An identical transcription of the records is required.

■ **GIVEN DATA**
++++++++++

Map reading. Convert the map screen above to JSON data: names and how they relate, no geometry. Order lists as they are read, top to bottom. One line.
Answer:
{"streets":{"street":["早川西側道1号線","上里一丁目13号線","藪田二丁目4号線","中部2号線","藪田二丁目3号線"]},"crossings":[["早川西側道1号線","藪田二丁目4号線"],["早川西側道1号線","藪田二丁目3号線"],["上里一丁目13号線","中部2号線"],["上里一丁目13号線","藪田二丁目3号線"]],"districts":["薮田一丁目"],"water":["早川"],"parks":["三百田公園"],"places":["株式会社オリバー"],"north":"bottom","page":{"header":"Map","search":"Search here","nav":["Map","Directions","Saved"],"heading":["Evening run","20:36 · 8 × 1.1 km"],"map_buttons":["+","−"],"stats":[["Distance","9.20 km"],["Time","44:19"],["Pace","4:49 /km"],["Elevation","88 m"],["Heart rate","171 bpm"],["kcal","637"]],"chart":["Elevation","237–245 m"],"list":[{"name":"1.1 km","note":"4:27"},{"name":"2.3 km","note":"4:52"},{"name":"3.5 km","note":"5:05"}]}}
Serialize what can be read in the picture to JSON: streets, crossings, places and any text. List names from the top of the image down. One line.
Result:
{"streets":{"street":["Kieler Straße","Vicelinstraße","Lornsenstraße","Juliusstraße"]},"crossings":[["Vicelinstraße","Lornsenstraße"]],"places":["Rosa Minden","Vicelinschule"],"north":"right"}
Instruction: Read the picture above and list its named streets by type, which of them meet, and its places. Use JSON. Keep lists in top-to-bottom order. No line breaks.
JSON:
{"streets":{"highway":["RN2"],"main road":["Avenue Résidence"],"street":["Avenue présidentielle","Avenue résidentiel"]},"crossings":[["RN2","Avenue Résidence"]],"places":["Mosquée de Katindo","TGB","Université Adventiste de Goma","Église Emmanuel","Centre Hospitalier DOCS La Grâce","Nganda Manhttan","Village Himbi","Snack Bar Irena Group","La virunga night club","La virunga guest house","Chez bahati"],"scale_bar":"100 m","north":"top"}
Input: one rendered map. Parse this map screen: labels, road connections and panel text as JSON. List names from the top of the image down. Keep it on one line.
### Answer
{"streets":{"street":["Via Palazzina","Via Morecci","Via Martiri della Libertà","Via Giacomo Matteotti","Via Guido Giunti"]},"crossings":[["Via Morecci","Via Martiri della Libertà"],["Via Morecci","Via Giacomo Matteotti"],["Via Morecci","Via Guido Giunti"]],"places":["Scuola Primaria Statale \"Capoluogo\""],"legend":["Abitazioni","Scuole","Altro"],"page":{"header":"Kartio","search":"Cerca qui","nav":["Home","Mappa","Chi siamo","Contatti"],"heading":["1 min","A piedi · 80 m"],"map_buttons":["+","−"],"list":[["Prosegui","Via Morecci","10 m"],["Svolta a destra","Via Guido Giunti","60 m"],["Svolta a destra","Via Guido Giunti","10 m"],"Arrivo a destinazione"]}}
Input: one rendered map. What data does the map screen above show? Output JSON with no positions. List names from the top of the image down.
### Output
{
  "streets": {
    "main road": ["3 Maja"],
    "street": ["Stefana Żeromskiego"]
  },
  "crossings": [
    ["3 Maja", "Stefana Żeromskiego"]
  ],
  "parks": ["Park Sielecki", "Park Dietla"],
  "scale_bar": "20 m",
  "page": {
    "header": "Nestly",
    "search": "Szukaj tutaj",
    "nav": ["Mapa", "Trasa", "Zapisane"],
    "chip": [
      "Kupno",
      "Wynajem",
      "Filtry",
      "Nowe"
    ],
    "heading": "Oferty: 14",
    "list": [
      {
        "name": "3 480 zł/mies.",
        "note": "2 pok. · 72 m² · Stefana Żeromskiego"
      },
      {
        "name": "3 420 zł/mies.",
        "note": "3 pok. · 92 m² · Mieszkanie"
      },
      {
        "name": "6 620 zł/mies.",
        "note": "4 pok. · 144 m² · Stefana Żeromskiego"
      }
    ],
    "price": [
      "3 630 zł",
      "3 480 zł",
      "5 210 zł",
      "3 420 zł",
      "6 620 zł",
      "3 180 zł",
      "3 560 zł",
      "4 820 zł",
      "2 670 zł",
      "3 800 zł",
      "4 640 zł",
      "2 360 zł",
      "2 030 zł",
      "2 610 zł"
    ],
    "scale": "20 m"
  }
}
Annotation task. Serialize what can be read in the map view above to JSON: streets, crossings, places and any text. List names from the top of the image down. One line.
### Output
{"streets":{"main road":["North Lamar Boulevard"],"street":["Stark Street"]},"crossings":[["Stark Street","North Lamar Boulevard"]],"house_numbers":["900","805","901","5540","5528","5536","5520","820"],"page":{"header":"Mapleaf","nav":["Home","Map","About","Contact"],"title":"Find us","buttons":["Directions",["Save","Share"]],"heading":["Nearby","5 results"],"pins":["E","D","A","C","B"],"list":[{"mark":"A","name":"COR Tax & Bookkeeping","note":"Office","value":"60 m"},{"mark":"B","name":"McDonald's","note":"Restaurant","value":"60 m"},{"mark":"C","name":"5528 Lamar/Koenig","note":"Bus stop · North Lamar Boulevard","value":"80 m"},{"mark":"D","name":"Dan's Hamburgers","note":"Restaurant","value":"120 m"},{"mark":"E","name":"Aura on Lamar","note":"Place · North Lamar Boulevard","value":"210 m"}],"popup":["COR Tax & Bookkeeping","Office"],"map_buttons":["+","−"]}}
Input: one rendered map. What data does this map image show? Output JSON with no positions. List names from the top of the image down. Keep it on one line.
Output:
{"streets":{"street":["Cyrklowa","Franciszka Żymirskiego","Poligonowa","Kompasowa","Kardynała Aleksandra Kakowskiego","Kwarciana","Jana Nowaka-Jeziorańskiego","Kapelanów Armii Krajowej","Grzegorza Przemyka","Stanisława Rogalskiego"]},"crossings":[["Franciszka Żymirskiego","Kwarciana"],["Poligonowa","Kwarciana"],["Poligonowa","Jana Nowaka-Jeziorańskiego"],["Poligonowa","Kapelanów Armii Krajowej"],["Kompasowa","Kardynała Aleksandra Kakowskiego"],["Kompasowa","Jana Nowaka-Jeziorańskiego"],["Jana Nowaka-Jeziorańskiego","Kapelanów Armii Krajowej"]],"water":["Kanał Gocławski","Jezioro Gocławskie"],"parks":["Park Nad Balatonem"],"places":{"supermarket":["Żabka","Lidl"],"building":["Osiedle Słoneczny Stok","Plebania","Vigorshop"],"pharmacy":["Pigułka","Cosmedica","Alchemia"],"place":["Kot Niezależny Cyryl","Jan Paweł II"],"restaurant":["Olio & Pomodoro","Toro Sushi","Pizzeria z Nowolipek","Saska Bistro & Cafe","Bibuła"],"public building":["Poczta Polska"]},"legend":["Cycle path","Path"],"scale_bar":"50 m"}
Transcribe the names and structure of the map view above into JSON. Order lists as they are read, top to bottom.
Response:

++++++++++

■ **EXERCISE RESULT**
Map reading. Convert the map screen above to JSON data: names and how they relate, no geometry. Order lists as they are read, top to bottom. One line.
Answer:
{"streets":{"street":["早川西側道1号線","上里一丁目13号線","藪田二丁目4号線","中部2号線","藪田二丁目3号線"]},"crossings":[["早川西側道1号線","藪田二丁目4号線"],["早川西側道1号線","藪田二丁目3号線"],["上里一丁目13号線","中部2号線"],["上里一丁目13号線","藪田二丁目3号線"]],"districts":["薮田一丁目"],"water":["早川"],"parks":["三百田公園"],"places":["株式会社オリバー"],"north":"bottom","page":{"header":"Map","search":"Search here","nav":["Map","Directions","Saved"],"heading":["Evening run","20:36 · 8 × 1.1 km"],"map_buttons":["+","−"],"stats":[["Distance","9.20 km"],["Time","44:19"],["Pace","4:49 /km"],["Elevation","88 m"],["Heart rate","171 bpm"],["kcal","637"]],"chart":["Elevation","237–245 m"],"list":[{"name":"1.1 km","note":"4:27"},{"name":"2.3 km","note":"4:52"},{"name":"3.5 km","note":"5:05"}]}}
Serialize what can be read in the picture to JSON: streets, crossings, places and any text. List names from the top of the image down. One line.
Result:
{"streets":{"street":["Kieler Straße","Vicelinstraße","Lornsenstraße","Juliusstraße"]},"crossings":[["Vicelinstraße","Lornsenstraße"]],"places":["Rosa Minden","Vicelinschule"],"north":"right"}
Instruction: Read the picture above and list its named streets by type, which of them meet, and its places. Use JSON. Keep lists in top-to-bottom order. No line breaks.
JSON:
{"streets":{"highway":["RN2"],"main road":["Avenue Résidence"],"street":["Avenue présidentielle","Avenue résidentiel"]},"crossings":[["RN2","Avenue Résidence"]],"places":["Mosquée de Katindo","TGB","Université Adventiste de Goma","Église Emmanuel","Centre Hospitalier DOCS La Grâce","Nganda Manhttan","Village Himbi","Snack Bar Irena Group","La virunga night club","La virunga guest house","Chez bahati"],"scale_bar":"100 m","north":"top"}
Input: one rendered map. Parse this map screen: labels, road connections and panel text as JSON. List names from the top of the image down. Keep it on one line.
### Answer
{"streets":{"street":["Via Palazzina","Via Morecci","Via Martiri della Libertà","Via Giacomo Matteotti","Via Guido Giunti"]},"crossings":[["Via Morecci","Via Martiri della Libertà"],["Via Morecci","Via Giacomo Matteotti"],["Via Morecci","Via Guido Giunti"]],"places":["Scuola Primaria Statale \"Capoluogo\""],"legend":["Abitazioni","Scuole","Altro"],"page":{"header":"Kartio","search":"Cerca qui","nav":["Home","Mappa","Chi siamo","Contatti"],"heading":["1 min","A piedi · 80 m"],"map_buttons":["+","−"],"list":[["Prosegui","Via Morecci","10 m"],["Svolta a destra","Via Guido Giunti","60 m"],["Svolta a destra","Via Guido Giunti","10 m"],"Arrivo a destinazione"]}}
Input: one rendered map. What data does the map screen above show? Output JSON with no positions. List names from the top of the image down.
### Output
{
  "streets": {
    "main road": ["3 Maja"],
    "street": ["Stefana Żeromskiego"]
  },
  "crossings": [
    ["3 Maja", "Stefana Żeromskiego"]
  ],
  "parks": ["Park Sielecki", "Park Dietla"],
  "scale_bar": "20 m",
  "page": {
    "header": "Nestly",
    "search": "Szukaj tutaj",
    "nav": ["Mapa", "Trasa", "Zapisane"],
    "chip": [
      "Kupno",
      "Wynajem",
      "Filtry",
      "Nowe"
    ],
    "heading": "Oferty: 14",
    "list": [
      {
        "name": "3 480 zł/mies.",
        "note": "2 pok. · 72 m² · Stefana Żeromskiego"
      },
      {
        "name": "3 420 zł/mies.",
        "note": "3 pok. · 92 m² · Mieszkanie"
      },
      {
        "name": "6 620 zł/mies.",
        "note": "4 pok. · 144 m² · Stefana Żeromskiego"
      }
    ],
    "price": [
      "3 630 zł",
      "3 480 zł",
      "5 210 zł",
      "3 420 zł",
      "6 620 zł",
      "3 180 zł",
      "3 560 zł",
      "4 820 zł",
      "2 670 zł",
      "3 800 zł",
      "4 640 zł",
      "2 360 zł",
      "2 030 zł",
      "2 610 zł"
    ],
    "scale": "20 m"
  }
}
Annotation task. Serialize what can be read in the map view above to JSON: streets, crossings, places and any text. List names from the top of the image down. One line.
### Output
{"streets":{"main road":["North Lamar Boulevard"],"street":["Stark Street"]},"crossings":[["Stark Street","North Lamar Boulevard"]],"house_numbers":["900","805","901","5540","5528","5536","5520","820"],"page":{"header":"Mapleaf","nav":["Home","Map","About","Contact"],"title":"Find us","buttons":["Directions",["Save","Share"]],"heading":["Nearby","5 results"],"pins":["E","D","A","C","B"],"list":[{"mark":"A","name":"COR Tax & Bookkeeping","note":"Office","value":"60 m"},{"mark":"B","name":"McDonald's","note":"Restaurant","value":"60 m"},{"mark":"C","name":"5528 Lamar/Koenig","note":"Bus stop · North Lamar Boulevard","value":"80 m"},{"mark":"D","name":"Dan's Hamburgers","note":"Restaurant","value":"120 m"},{"mark":"E","name":"Aura on Lamar","note":"Place · North Lamar Boulevard","value":"210 m"}],"popup":["COR Tax & Bookkeeping","Office"],"map_buttons":["+","−"]}}
Input: one rendered map. What data does this map image show? Output JSON with no positions. List names from the top of the image down. Keep it on one line.
Output:
{"streets":{"street":["Cyrklowa","Franciszka Żymirskiego","Poligonowa","Kompasowa","Kardynała Aleksandra Kakowskiego","Kwarciana","Jana Nowaka-Jeziorańskiego","Kapelanów Armii Krajowej","Grzegorza Przemyka","Stanisława Rogalskiego"]},"crossings":[["Franciszka Żymirskiego","Kwarciana"],["Poligonowa","Kwarciana"],["Poligonowa","Jana Nowaka-Jeziorańskiego"],["Poligonowa","Kapelanów Armii Krajowej"],["Kompasowa","Kardynała Aleksandra Kakowskiego"],["Kompasowa","Jana Nowaka-Jeziorańskiego"],["Jana Nowaka-Jeziorańskiego","Kapelanów Armii Krajowej"]],"water":["Kanał Gocławski","Jezioro Gocławskie"],"parks":["Park Nad Balatonem"],"places":{"supermarket":["Żabka","Lidl"],"building":["Osiedle Słoneczny Stok","Plebania","Vigorshop"],"pharmacy":["Pigułka","Cosmedica","Alchemia"],"place":["Kot Niezależny Cyryl","Jan Paweł II"],"restaurant":["Olio & Pomodoro","Toro Sushi","Pizzeria z Nowolipek","Saska Bistro & Cafe","Bibuła"],"public building":["Poczta Polska"]},"legend":["Cycle path","Path"],"scale_bar":"50 m"}
Transcribe the names and structure of the map view above into JSON. Order lists as they are read, top to bottom.
Response:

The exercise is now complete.